DATASET EXCERPTS -
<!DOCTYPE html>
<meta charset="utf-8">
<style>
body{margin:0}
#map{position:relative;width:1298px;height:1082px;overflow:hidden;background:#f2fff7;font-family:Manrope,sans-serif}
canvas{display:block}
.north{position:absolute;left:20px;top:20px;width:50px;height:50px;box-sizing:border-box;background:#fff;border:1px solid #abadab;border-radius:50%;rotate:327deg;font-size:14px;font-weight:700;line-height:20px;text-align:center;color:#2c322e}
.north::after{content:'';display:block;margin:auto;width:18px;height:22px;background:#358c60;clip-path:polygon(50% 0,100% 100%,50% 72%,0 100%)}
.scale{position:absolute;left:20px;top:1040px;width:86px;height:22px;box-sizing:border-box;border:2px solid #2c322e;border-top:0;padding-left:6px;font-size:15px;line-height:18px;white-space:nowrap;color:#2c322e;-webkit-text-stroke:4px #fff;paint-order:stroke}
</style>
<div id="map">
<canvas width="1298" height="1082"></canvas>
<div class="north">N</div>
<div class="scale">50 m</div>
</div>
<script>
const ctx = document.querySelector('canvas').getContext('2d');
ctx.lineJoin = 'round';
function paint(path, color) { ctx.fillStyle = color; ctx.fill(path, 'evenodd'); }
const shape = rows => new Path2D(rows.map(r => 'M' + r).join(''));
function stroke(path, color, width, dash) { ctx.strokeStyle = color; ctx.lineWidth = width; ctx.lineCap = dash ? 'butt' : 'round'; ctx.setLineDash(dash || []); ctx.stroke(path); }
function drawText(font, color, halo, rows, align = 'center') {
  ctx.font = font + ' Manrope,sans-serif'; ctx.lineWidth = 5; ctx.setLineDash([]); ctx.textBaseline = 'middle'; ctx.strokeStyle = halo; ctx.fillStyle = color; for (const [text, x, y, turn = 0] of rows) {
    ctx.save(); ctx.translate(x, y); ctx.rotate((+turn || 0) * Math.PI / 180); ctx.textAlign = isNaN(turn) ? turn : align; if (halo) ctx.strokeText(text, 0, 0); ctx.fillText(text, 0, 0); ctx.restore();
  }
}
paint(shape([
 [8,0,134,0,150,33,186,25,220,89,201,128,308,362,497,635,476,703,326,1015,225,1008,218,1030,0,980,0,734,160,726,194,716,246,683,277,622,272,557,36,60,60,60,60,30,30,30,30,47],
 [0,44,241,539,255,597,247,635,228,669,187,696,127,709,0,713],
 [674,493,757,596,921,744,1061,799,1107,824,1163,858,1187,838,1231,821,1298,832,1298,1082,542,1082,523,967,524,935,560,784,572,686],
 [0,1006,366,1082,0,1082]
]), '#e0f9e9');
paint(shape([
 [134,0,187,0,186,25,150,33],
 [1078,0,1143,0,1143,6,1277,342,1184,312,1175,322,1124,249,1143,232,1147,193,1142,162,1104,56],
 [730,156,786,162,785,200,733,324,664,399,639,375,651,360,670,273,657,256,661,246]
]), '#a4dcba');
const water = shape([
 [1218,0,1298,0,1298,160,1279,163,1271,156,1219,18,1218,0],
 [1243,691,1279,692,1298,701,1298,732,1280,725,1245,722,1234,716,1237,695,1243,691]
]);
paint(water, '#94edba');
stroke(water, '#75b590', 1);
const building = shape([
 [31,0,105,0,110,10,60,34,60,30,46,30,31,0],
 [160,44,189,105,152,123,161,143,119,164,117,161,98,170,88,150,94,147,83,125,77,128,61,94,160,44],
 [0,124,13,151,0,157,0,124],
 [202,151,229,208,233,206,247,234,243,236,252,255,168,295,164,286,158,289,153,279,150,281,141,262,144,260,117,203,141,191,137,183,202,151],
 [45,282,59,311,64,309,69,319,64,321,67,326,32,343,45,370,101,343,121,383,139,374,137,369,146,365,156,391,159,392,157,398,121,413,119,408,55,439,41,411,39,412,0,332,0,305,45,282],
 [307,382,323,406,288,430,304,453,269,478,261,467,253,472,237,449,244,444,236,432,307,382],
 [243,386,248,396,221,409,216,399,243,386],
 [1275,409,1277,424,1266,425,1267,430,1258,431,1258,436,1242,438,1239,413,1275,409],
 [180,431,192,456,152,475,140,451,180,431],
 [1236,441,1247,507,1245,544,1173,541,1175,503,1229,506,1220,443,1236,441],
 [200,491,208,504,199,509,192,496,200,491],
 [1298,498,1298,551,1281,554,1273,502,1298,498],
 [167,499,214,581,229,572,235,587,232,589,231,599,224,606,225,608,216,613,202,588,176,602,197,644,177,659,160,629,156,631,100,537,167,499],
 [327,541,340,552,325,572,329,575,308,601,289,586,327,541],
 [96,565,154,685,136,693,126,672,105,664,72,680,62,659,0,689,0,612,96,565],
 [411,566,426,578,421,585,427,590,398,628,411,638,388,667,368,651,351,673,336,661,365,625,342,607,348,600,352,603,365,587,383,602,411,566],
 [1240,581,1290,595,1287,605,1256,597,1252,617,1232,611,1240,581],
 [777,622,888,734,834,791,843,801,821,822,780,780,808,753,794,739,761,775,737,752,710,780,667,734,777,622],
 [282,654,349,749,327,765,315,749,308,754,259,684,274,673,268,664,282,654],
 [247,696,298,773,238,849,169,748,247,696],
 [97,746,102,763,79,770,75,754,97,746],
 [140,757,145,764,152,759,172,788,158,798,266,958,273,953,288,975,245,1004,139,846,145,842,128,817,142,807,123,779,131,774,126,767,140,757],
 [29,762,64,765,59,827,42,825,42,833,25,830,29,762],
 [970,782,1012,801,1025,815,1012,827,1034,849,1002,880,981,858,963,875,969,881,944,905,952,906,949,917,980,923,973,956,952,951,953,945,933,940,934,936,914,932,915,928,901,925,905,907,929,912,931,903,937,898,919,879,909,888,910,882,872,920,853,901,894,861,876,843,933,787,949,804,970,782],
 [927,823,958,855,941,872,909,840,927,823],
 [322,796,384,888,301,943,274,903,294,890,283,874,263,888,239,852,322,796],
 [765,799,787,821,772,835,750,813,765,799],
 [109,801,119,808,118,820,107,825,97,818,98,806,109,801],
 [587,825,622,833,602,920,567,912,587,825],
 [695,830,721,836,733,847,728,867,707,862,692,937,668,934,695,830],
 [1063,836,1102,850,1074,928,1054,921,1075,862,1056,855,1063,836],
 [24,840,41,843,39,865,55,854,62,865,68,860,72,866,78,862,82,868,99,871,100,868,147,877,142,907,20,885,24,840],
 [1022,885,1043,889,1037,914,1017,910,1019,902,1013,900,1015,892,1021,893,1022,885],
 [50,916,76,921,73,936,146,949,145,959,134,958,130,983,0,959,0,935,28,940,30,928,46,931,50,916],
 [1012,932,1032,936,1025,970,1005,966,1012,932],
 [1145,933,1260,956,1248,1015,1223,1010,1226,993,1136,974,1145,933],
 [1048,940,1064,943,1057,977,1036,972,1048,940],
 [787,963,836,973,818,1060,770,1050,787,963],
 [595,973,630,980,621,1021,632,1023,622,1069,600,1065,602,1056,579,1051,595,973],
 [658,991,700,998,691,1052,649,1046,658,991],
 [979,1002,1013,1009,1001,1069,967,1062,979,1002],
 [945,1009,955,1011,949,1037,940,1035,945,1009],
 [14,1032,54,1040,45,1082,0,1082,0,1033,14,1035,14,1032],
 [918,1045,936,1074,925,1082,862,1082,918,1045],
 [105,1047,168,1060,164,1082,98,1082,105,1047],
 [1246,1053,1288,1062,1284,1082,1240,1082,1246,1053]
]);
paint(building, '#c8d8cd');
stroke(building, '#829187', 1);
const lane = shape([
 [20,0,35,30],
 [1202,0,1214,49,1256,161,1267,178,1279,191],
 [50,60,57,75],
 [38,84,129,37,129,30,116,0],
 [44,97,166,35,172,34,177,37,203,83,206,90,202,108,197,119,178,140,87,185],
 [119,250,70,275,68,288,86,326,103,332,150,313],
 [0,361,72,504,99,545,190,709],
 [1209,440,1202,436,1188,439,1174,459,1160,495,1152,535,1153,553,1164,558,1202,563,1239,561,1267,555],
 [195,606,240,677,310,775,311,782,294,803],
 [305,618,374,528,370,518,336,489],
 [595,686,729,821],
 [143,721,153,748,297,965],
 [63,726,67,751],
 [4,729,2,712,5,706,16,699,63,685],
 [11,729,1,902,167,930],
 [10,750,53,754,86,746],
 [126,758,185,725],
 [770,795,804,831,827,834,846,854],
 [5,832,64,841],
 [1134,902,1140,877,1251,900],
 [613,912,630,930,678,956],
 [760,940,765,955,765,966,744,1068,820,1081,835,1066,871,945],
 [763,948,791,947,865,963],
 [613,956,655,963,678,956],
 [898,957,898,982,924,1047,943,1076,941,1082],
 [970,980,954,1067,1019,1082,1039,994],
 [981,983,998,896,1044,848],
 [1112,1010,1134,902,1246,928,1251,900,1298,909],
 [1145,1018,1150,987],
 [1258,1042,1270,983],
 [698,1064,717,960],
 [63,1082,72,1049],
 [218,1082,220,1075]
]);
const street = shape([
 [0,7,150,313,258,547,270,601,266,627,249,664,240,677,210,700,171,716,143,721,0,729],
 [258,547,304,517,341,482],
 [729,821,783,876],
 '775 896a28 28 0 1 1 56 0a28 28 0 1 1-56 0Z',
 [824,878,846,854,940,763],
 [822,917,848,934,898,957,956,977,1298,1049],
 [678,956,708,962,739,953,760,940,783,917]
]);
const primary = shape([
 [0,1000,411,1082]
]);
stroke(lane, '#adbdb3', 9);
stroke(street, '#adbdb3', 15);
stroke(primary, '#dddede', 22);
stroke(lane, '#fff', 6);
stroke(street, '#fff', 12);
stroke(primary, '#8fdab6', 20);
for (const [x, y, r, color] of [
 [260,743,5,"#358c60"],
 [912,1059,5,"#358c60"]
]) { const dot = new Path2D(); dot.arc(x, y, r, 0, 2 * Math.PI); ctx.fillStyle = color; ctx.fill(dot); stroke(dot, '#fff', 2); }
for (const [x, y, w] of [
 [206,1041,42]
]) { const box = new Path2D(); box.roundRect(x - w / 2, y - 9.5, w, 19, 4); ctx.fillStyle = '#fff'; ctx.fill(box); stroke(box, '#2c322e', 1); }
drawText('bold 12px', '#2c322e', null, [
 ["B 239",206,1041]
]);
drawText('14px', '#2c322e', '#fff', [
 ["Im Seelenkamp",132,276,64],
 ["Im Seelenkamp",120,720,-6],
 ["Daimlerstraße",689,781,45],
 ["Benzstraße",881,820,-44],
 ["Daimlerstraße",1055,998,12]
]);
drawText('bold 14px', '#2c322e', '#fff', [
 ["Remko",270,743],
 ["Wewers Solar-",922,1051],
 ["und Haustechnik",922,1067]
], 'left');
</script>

WHAT IS BEING ASKED - Take the entries above and return only the lines from the one with "ctx.lineJoin = 'round';" to the one with "function drawText(font, color, halo, rows, align", both included, unchanged.

SOLUTION TO THE EXERCISE -
ctx.lineJoin = 'round';
function paint(path, color) { ctx.fillStyle = color; ctx.fill(path, 'evenodd'); }
const shape = rows => new Path2D(rows.map(r => 'M' + r).join(''));
function stroke(path, color, width, dash) { ctx.strokeStyle = color; ctx.lineWidth = width; ctx.lineCap = dash ? 'butt' : 'round'; ctx.setLineDash(dash || []); ctx.stroke(path); }
function drawText(font, color, halo, rows, align = 'center') {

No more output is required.